Department of Pharmacology and Molecular Sciences, Johns Hopkins University School of Medicine, WBSB 314, 725 North Wolfe Street, Baltimore, Maryland 21205, United States.
Biochemistry. 2011 Feb 8;50(5):882-90. doi: 10.1021/bi101813h. Epub 2011 Jan 11.
Bifunctional DNA alkylating agents form a diverse assortment of covalent DNA interstrand cross-linked (ICL) structures that are potent cytotoxins. Because it is implausible that cells could possess distinct DNA repair systems for each individual ICL, it is believed that common structural and dynamic features of ICL damage are recognized, rather than specific structural characteristics of each cross-linking agent. Investigation of the structural and dynamic properties of ICLs that might be important for recognition has been complicated by heterogeneous incorporation of these lesions into DNA. To address this problem, we have synthesized and characterized several homogeneous ICL DNAs containing site-specific staggered N4-cytosine-ethyl-N4-cytosine cross-links. Staggered cross-links were introduced in two ways, in a manner that preserves the overall structure of B-form duplex DNA and in a manner that highly distorts the DNA structure, with the goal of understanding how structural and dynamic properties of diverse ICL duplexes might flag these sites for repair.

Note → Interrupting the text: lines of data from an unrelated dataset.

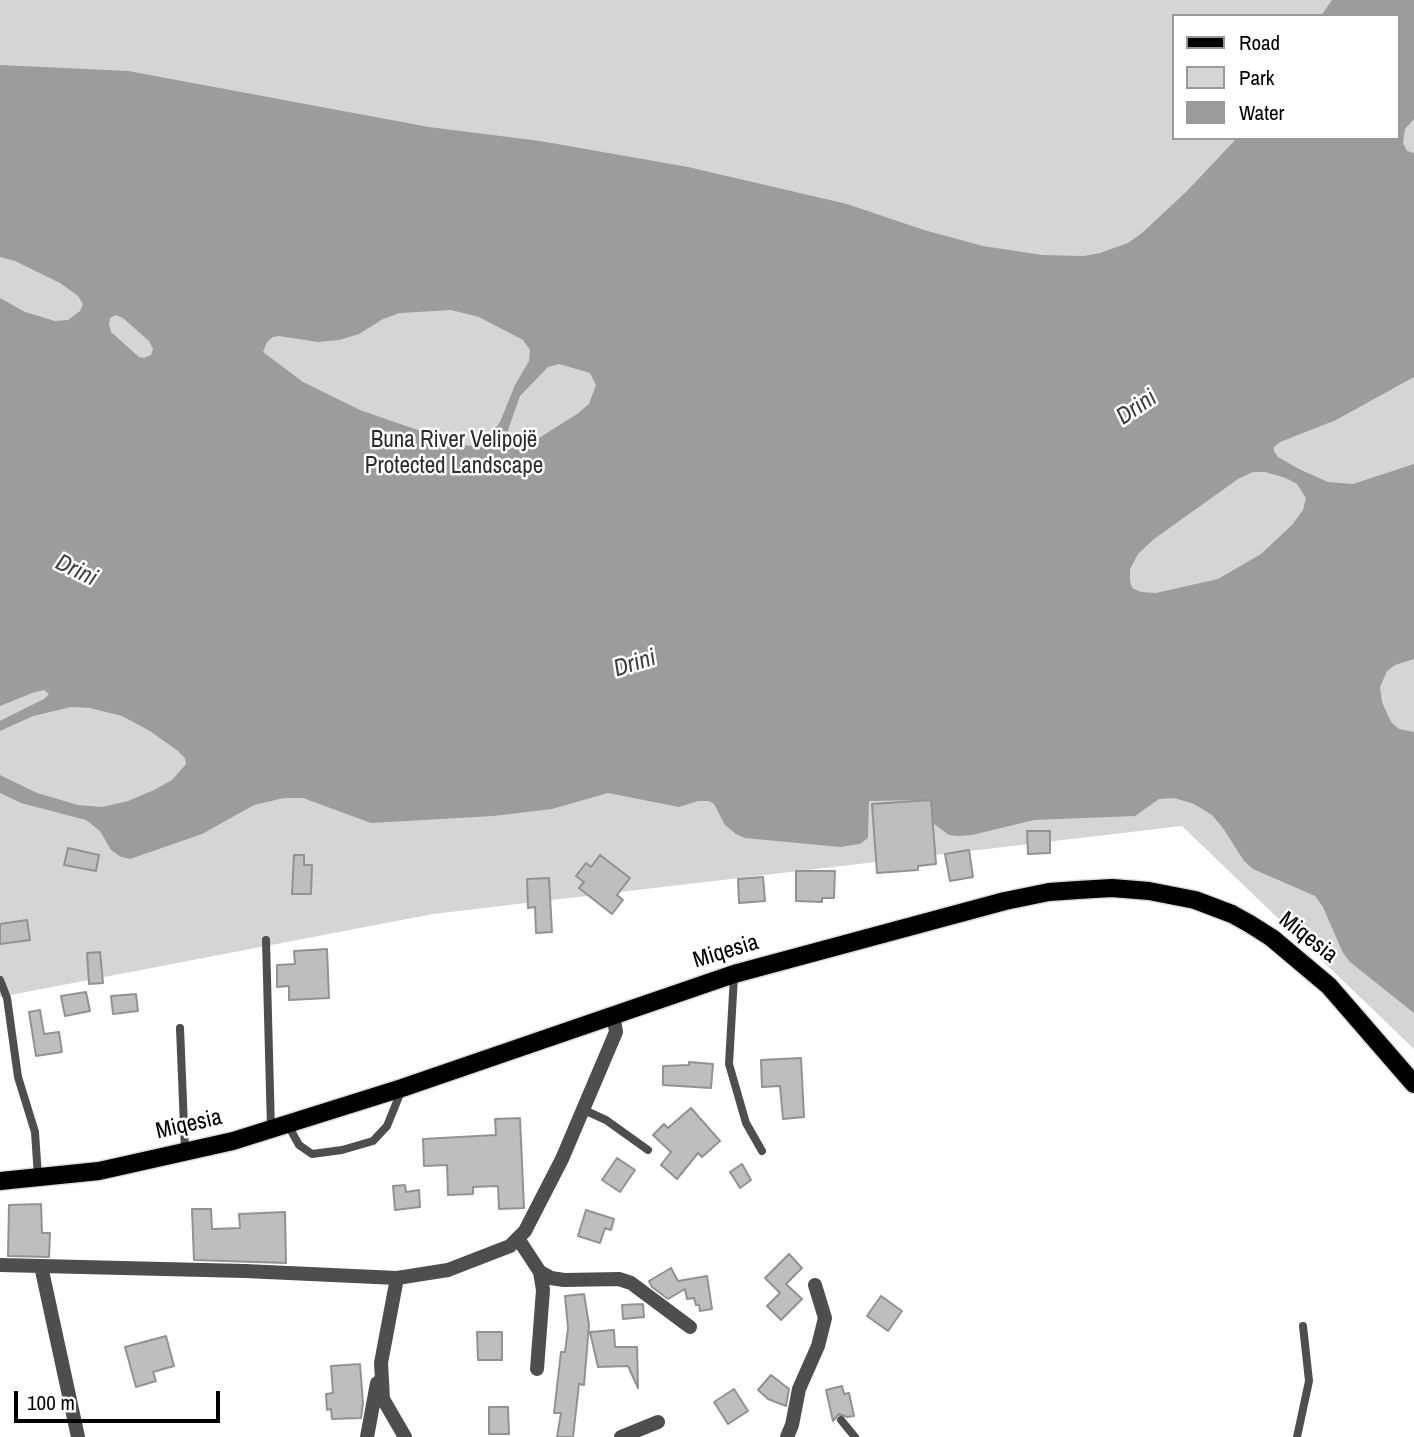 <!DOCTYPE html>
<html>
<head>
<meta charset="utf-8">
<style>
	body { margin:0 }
	#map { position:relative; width:1414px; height:1437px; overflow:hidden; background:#fff; font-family:"Archivo Narrow",sans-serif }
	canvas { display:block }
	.legend { position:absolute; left:1172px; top:14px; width:228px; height:126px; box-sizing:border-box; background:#fff; border:2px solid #999; margin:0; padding:9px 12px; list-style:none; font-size:21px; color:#000 }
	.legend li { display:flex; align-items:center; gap:14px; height:35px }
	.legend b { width:35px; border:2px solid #999 }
	.scale { position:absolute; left:14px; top:1391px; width:206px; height:32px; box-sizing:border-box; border:4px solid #000; border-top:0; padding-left:9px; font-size:21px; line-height:24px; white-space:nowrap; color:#000; -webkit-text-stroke:5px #fff; paint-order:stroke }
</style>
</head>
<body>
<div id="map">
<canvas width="1414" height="1437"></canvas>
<ul class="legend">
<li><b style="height:9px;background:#000"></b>Road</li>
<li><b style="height:19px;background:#d5d5d5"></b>Park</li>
<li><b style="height:19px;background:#9c9c9c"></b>Water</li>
</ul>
<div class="scale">100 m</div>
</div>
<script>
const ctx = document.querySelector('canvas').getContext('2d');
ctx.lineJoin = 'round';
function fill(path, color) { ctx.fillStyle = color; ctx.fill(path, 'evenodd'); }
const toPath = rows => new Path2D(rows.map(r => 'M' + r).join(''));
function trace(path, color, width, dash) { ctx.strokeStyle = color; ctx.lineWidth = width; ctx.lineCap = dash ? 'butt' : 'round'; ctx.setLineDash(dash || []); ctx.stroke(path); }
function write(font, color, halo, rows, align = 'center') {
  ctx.font = font + ' "Archivo Narrow",sans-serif'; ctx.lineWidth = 5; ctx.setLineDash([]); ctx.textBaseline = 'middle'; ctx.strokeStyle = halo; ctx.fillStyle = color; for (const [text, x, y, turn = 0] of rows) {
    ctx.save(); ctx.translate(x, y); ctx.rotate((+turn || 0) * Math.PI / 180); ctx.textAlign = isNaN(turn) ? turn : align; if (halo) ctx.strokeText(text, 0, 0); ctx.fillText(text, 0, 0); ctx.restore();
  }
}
fill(toPath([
	[0,0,1414,0,1414,1049,1182,826,433,914,0,997],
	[1174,16,1398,16,1398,138,1174,138]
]), '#d5d5d5');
fill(toPath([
	[1332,0,1414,0,1414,119,1405,129,1403,143,1407,151,1414,153,1414,377,1336,420,1280,442,1274,447,1274,451,1278,457,1299,469,1328,482,1353,484,1414,464,1414,659,1395,665,1387,671,1380,687,1382,702,1391,722,1399,729,1414,732,1414,1013,1350,962,1343,953,1323,907,1315,896,1253,869,1244,861,1223,828,1212,815,1194,804,1174,798,1159,799,1135,816,1034,820,972,835,958,836,949,835,934,824,932,820,930,800,869,801,868,838,860,844,840,847,745,838,736,834,725,825,714,804,709,801,698,801,679,807,608,793,552,809,493,816,371,823,303,798,284,798,254,805,202,834,130,859,121,857,111,850,100,831,86,820,21,803,0,793,0,775,37,793,78,805,102,807,128,801,154,790,172,780,186,764,185,758,178,751,150,731,122,716,90,708,71,707,33,716,0,731,0,721,44,699,49,694,44,690,32,693,0,706,0,298,25,312,55,321,68,320,80,311,83,304,78,296,60,283,15,261,0,257,0,65,128,71,429,127,540,141,688,167,847,204,924,230,983,246,1042,255,1084,256,1100,253,1128,243,1142,233,1187,191,1237,138,1398,138,1398,16,1321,16],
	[451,310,479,317,523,340,530,350,529,361,515,385,500,422,484,444,471,446,458,444,360,410,303,382,263,352,267,342,273,337,279,336,318,342,339,340,359,334,383,319,400,313],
	[116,315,123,318,149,341,153,349,151,355,144,358,139,357,111,332,109,324,110,318],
	[559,364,590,373,596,385,589,404,577,414,539,438,520,444,511,441,508,430,520,396,548,367],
	[1253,472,1265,472,1286,478,1297,484,1306,498,1303,510,1292,525,1261,554,1218,579,1156,593,1141,592,1132,588,1130,581,1130,569,1138,554,1154,539,1238,479]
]), '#9c9c9c');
const building = toPath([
	[931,800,936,864,918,866,918,870,877,873,872,804,931,800],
	[1027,831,1050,831,1050,853,1028,854,1027,831],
	[68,848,99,855,96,871,64,865,68,848],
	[969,850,973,877,950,881,945,854,969,850],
	[294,855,304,855,304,865,312,865,311,894,292,894,294,855],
	[600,855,630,878,617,895,623,900,612,914,579,888,584,882,576,876,586,863,591,867,600,855],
	[796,871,835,871,834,898,822,898,822,902,796,901,796,871],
	[763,877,765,901,739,903,738,879,763,877],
	[549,878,552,932,536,933,535,907,528,908,527,879,549,878],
	[27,920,30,940,0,944,0,924,27,920],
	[327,949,329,998,289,1000,289,986,277,987,277,965,295,964,294,951,327,949],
	[100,952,103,983,89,984,87,953,100,952],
	[86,992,90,1011,65,1016,61,996,86,992],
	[136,994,138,1011,113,1014,111,996,136,994],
	[40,1010,44,1034,59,1032,62,1052,36,1056,29,1012,40,1010],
	[801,1058,804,1117,783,1119,780,1086,762,1087,761,1060,801,1058],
	[689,1062,713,1064,711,1088,663,1085,663,1066,689,1065,689,1062],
	[691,1108,720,1141,702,1157,698,1153,677,1179,661,1165,671,1152,653,1135,664,1124,668,1128,691,1108],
	[520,1118,524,1208,499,1209,498,1186,473,1187,473,1194,448,1195,447,1165,424,1166,423,1139,496,1135,495,1119,520,1118],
	[617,1158,635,1170,620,1192,602,1180,617,1158],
	[742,1164,751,1180,740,1188,730,1172,742,1164],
	[405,1185,406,1192,419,1190,420,1207,395,1210,393,1186,405,1185],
	[41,1204,42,1233,50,1233,49,1257,8,1256,9,1205,41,1204],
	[192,1209,211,1209,212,1229,240,1228,239,1214,285,1212,286,1263,194,1260,192,1209],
	[586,1210,614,1219,611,1230,605,1228,600,1243,578,1236,586,1210],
	[789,1254,802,1268,786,1284,802,1299,781,1320,767,1306,780,1293,765,1278,789,1254],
	[671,1268,678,1281,707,1276,712,1309,700,1311,699,1305,696,1305,694,1298,687,1299,685,1289,668,1299,652,1287,649,1281,671,1268],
	[584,1294,589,1325,584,1385,579,1384,573,1437,557,1437,561,1413,554,1413,561,1352,565,1352,568,1328,565,1296,584,1294],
	[881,1296,902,1311,888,1331,867,1316,881,1296],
	[643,1304,644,1317,623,1319,622,1305,643,1304],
	[614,1330,615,1347,637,1347,638,1388,628,1366,598,1367,590,1332,614,1330],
	[477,1332,502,1332,502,1360,478,1360,477,1332],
	[166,1336,174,1366,153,1372,156,1381,136,1387,125,1347,166,1336],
	[360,1364,363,1403,361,1418,332,1419,331,1409,327,1410,326,1394,333,1393,331,1366,360,1364],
	[771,1375,789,1389,786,1406,768,1399,758,1390,771,1375],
	[842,1386,844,1394,849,1393,854,1416,847,1417,839,1414,833,1421,826,1390,842,1386],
	[734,1389,748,1411,728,1424,714,1402,734,1389],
	[489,1407,508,1407,509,1434,489,1434,489,1407]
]);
fill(building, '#bebebe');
trace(building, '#929292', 2);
const primary = toPath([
	[0,1181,99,1171,233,1141,402,1088,734,974,1005,901,1049,892,1078,890,1112,888,1149,891,1195,900,1232,914,1250,924,1272,938,1329,986,1414,1084]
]);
trace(primary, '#dbdbdb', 21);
trace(toPath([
	[266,940,271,1129],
	[734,976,729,1064,746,1123,762,1151],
	[0,980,7,998,18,1077,35,1132,38,1177],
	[180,1028,185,1151],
	[584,1110,606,1120,648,1150],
	[288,1125,299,1145,312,1154,342,1150,373,1141,387,1126,402,1089],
	[841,1420,855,1437],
	[1297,1437,1309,1381,1303,1326]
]), '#4e4e4e', 8);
trace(toPath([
	[519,1240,540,1272,543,1290,537,1369],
	[0,1265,245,1271,397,1278,448,1270,510,1246,525,1231,562,1159,616,1032,613,1014],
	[41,1266,78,1437],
	[540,1272,551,1278,564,1280,619,1279,631,1283,690,1327],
	[397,1278,381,1363,383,1399,405,1437],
	[367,1437,377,1383],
	[621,1437,658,1422],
	[787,1437,792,1425,799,1389,818,1346,825,1318,815,1285]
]), '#4e4e4e', 14);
trace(primary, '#000', 18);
write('23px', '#2c2c2c', '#fff', [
	["Buna River Velipojë",454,441],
	["Protected Landscape",454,467]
]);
write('23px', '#000', '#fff', [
	["Miqesia",1308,938,38],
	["Miqesia",726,952,-17],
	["Miqesia",189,1125,-13]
]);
write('italic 24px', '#3d3d3d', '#fff', [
	["Drini",1137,408,-34],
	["Drini",76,571,26],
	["Drini",635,664,-17]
]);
</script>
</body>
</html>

Measurements of base pair opening dynamics in the B-form ICL duplex by (1)H NMR line width or imino proton solvent exchange showed that the guanine base opposite the cross-linked cytosine opened at least 1 order of magnitude more slowly than when in a control matched normal duplex. To a lesser degree, the B-form ICL also induced a decrease in base pair opening dynamics that extended from the site of the cross-link to adjacent base pairs. In contrast, the non-B-form ICL showed extensive conformational dynamics at the site of the cross-link, which extended over the entire DNA sequence. Because DNA duplexes containing the B-form and non-B-form ICL cross-links have both been shown to be incised when incubated in mammalian whole cell extracts, while a matched normal duplex is not, we conclude that intrinsic DNA dynamics is not a requirement for specific damage incision of these ICLs. Instead, we propose a general model in which destabilized ICL duplexes serve to energetically facilitate binding of DNA repair factors that must induce bubbles or other distortions in the duplex. However, the essential requirement for incision is an immobile Y-junction where the repair factors are stably bound at the site of the ICL, and the two DNA strands are unpaired.
双功能 DNA 烷化剂形成了多种多样的共价 DNA 链间交联 (ICL) 结构,这些结构是有效的细胞毒素。因为细胞不太可能拥有针对每种 ICL 的独特 DNA 修复系统,所以人们认为 ICL 损伤的共同结构和动态特征是被识别的,而不是每个交联剂的特定结构特征。对可能对识别很重要的 ICL 的结构和动态特性的研究受到这些损伤在 DNA 中不均匀掺入的阻碍。为了解决这个问题,我们合成并表征了几种含有特异性交错 N4-胞嘧啶-乙基-N4-胞嘧啶交联的均相 ICL DNA。交错交联以两种方式引入,一种方式保持 B 型双螺旋 DNA 的整体结构,另一种方式高度扭曲 DNA 结构,目的是了解不同 ICL 双螺旋的结构和动态特性如何标记这些修复位点。通过 (1)H NMR 线宽或亚氨基质子溶剂交换测量 B 型 ICL 双螺旋中的碱基对打开动力学,发现交联胞嘧啶对面的鸟嘌呤碱基的打开速度至少慢一个数量级,而在对照匹配的正常双螺旋中则不然。在较小程度上,B 型 ICL 也诱导了从交联位点到相邻碱基对的碱基对打开动力学的降低。相比之下,非 B 型 ICL 在交联位点显示出广泛的构象动力学,延伸到整个 DNA 序列。因为含有 B 型和非 B 型 ICL 交联的 DNA 双螺旋在孵育于哺乳动物全细胞提取物中时都被证明会被切割,而匹配的正常双螺旋则不会,所以我们得出结论,内在的 DNA 动力学不是这些 ICL 特异性损伤切割的要求。相反,我们提出了一个一般模型,其中不稳定的 ICL 双螺旋有助于结合 DNA 修复因子,这些因子必须在双螺旋中诱导泡或其他扭曲。然而,切割的基本要求是一个不可移动的 Y 形结,修复因子在 ICL 位点稳定结合,两条 DNA 链未配对。